WV Stahl, hidrojen pazarında yaşanan üç temel sorun nedeniyle çelik üreticilerinin bu ihtiyacı karşılamada büyük zorluk yaşadığını belirtti:
-
Hidrojen üretim altyapısının yurt içinde ve dışında hâlâ yetersiz olduğu ve gerekli iletim hatlarının (örneğin Almanya çekirdek şebekesi veya AB Hidrojen Omurgası) kurulmasında gecikmeler yaşandığı,
-
Yenilenebilir hidrojenin yüksek elektrik fiyatları, katı RED II kuralları (additionality, zaman uyumu) ve türev ürünlerin (ör. amonyak) belirsiz tedarik zinciri nedeniyle çok pahalıya mal olduğu,
-
Hidrojen üreticilerinin uzun vadeli satış sözleşmeleri yapacak güvenli alıcı bulamadığı; çünkü üretici ve tüketici tarafında sözleşme riskinin kamu tarafından garanti edilmediği.
Bu belirsizlik ortamının yatırımcıları caydırdığı ve yeşil hidrojen projelerine girişimi yavaşlattığı vurgulandı. WV Stahl, özellikle bu üçüncü yapısal sorunun doğrudan politik destekle giderilebileceğini savundu.

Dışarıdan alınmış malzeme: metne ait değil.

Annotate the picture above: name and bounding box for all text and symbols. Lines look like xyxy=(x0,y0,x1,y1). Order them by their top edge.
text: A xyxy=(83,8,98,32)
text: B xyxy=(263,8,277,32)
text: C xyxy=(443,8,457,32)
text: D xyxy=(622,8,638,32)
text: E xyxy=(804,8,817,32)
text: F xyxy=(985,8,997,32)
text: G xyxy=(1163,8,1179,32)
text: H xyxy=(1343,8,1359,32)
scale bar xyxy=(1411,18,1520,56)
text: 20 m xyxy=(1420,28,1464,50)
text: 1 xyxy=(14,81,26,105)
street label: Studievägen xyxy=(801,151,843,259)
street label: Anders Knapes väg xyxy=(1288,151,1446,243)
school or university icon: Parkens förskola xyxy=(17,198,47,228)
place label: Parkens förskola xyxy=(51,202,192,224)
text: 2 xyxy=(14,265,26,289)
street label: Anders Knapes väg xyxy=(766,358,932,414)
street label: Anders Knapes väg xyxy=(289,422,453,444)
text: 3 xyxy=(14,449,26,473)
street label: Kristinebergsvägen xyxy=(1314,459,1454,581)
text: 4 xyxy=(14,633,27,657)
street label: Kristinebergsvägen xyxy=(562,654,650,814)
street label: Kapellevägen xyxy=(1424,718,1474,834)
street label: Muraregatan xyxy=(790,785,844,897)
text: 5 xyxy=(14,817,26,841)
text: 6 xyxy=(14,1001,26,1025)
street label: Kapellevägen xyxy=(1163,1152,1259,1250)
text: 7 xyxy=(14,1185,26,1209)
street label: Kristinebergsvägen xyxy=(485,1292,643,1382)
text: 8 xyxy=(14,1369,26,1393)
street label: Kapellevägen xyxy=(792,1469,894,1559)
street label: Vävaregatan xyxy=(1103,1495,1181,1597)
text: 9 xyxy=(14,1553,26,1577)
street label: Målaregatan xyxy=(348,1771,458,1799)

Uzun vadeli hidrojen tedarik sözleşmelerinin gerçekleştirilmesi için devlet güvencesiyle finansal teminat sağlanması gerektiği belirtildi. Bu güvencelerin devlet destekli Aval kredileri veya H2Global gibi mekanizmalar yoluyla sağlanabileceği kaydedildi.
WV Stahl, H2Global mekanizmasının bu süreçte etkili bir araç olabileceğine dikkat çekti. Hintco tarafından uygulanan bu model, yüksek üretim maliyetleri ile düşük ödeme kapasitesi arasındaki farkı kamu kaynaklarıyla dengeleyen bir “Contracts-for-Difference” sistemine dayanıyor. Ancak hâlihazırda yapılan H2Global ihalelerinde sektör ayrımı yapılmadığı, bu nedenle küresel rekabet baskısı altındaki çelik sektörü gibi enerji yoğun alanların dezavantajlı konuma düştüğü belirtildi.
WV Stahl, bu mevcut mekanizmanın sektör özelinde daha etkin kullanılabilmesi için şu adımların atılmasını önerdi:
-
Uzun vadeli üretici sözleşmeleri ile hidrojen üreticilerine planlama ve yatırım güvenliği sağlanırken, çelik şirketlerine kısa vadeli ve esnek alım koşulları sunulmalı. Böylece üretici ve tüketici arasındaki sözleşme uyumsuzluğu aşılabilir.
-
H2Global, kamu fonlarıyla fiyat farklarını dengeleyerek hidrojenin fiyat riskini azaltmalı. Gelecekteki ihalelerde, daha önceki piyasa sonuçlarına dayalı referans fiyat sistemi uygulanarak yatırımcı ve fon sağlayıcılara öngörülebilirlik sunulabilir.
-
Çelik sanayisine özel “teşvik ihaleleri” (Förderlose) hazırlanmalı. Bu teşvikler, ürün özelliklerini (ör. RFNBO uyumlu gaz hidrojen), teslimat yerini (ör. Almanya), hedef alıcı grubunu (ör. çelik şirketleri) ve ödeme teminat koşullarını net şekilde tanımlamalı.
-
H2Global’ın diğer destek mekanizmalarıyla (örneğin iklim koruma sözleşmeleri, yatırım teşvikleri) çakışmadan birlikte çalışabilir hale getirilmesi sağlanmalı.
-
Geçiş döneminde amonyak gibi hidrojen türevleri de teslimat seçeneklerine dahil edilmeli, aynı zamanda küresel tedarik olanakları sürdürülebilirlik kriterleri çerçevesinde açık tutulmalı.
Pozisyon belgesinin sonunda WV Stahl, Alman hükümetine üç temel politika önerisinde bulundu:
-
H2Global gibi mekanizmalar için kamu fonlarının artırılması ve büyük ölçekli tedarik sözleşmelerinin yapılabilmesi için yasal ve finansal altyapının oluşturulması,
-
Çelik sektörüne özel teşvik ihalelerinin tasarlanarak hayata geçirilmesi,
-
Hidrojen tedarik sözleşmeleri için devlet destekli garantiler sunulması. Bu garantiler, federal hükümetin mevcut büyük kefalet programı kapsamında Aval kredileri, vadeli mal satış sigortaları ya da yurt içi işlemleri kapsayacak şekilde genişletilmiş H2Global gibi araçlar yoluyla sağlanabilir.
WV Stahl, çelik sanayisinin yeşil dönüşümünde hidrojenin vazgeçilmez bir rol oynadığını, ancak bu fırsatın değerlendirilebilmesi için sektör, politika ve finans kurumlarının birlikte hareket ederek yatırım ve fiyat istikrarını sağlayacak bir çerçeve oluşturması gerektiğini vurguladı.